===== Data excerpts =====

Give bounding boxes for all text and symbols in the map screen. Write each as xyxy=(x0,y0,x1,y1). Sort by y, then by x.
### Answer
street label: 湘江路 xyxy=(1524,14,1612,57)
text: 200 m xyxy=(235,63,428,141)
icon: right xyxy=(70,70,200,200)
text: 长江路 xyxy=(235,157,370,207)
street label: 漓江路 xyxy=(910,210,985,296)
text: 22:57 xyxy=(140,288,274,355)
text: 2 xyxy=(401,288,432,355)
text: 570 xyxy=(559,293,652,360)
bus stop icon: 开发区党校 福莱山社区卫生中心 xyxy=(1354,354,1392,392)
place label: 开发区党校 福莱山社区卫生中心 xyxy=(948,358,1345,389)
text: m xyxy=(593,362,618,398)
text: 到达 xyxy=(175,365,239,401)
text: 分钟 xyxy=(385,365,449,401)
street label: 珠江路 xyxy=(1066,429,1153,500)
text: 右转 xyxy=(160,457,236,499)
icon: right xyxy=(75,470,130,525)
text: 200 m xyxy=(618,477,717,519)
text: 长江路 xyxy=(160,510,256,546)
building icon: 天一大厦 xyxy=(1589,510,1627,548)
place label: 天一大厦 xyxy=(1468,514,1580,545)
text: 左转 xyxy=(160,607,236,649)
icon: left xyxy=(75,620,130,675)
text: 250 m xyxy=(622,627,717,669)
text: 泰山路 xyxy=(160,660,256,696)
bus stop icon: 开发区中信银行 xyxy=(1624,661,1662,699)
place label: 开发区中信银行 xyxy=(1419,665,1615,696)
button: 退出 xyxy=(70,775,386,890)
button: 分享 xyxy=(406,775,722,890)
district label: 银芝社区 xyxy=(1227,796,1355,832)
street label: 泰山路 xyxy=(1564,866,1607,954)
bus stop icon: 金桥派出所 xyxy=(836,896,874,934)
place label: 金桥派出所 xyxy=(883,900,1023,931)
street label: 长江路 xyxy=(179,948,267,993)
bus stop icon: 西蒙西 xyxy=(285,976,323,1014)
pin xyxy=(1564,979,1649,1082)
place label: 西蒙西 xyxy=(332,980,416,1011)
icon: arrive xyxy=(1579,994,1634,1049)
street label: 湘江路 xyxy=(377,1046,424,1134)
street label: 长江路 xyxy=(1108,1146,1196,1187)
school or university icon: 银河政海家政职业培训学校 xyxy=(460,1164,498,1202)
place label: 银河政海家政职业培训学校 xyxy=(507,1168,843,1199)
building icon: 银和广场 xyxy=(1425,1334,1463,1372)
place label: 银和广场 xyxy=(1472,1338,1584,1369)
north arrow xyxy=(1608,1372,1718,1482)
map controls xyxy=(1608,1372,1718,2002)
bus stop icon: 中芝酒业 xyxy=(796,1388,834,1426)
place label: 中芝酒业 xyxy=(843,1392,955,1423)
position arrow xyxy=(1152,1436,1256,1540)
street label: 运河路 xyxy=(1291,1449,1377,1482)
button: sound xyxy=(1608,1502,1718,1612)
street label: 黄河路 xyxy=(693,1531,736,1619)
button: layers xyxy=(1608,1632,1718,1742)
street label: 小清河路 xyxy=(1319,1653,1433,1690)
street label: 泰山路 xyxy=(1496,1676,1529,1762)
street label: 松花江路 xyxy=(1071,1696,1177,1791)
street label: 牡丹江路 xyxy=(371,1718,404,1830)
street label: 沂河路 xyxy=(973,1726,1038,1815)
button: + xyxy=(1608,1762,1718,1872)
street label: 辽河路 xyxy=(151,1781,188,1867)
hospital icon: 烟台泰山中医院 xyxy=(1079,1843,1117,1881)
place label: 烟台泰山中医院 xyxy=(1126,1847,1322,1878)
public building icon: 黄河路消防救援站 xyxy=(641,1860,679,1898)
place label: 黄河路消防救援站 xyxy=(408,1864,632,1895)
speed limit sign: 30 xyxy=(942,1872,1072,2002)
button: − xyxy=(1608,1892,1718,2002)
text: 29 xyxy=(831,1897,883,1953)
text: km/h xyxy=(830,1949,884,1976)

=====

- Task description
Your response should be each line that includes the word "stop", copied from the records.

- Answer for the task
bus stop icon: 开发区党校 福莱山社区卫生中心 xyxy=(1354,354,1392,392)
bus stop icon: 开发区中信银行 xyxy=(1624,661,1662,699)
bus stop icon: 金桥派出所 xyxy=(836,896,874,934)
bus stop icon: 西蒙西 xyxy=(285,976,323,1014)
bus stop icon: 中芝酒业 xyxy=(796,1388,834,1426)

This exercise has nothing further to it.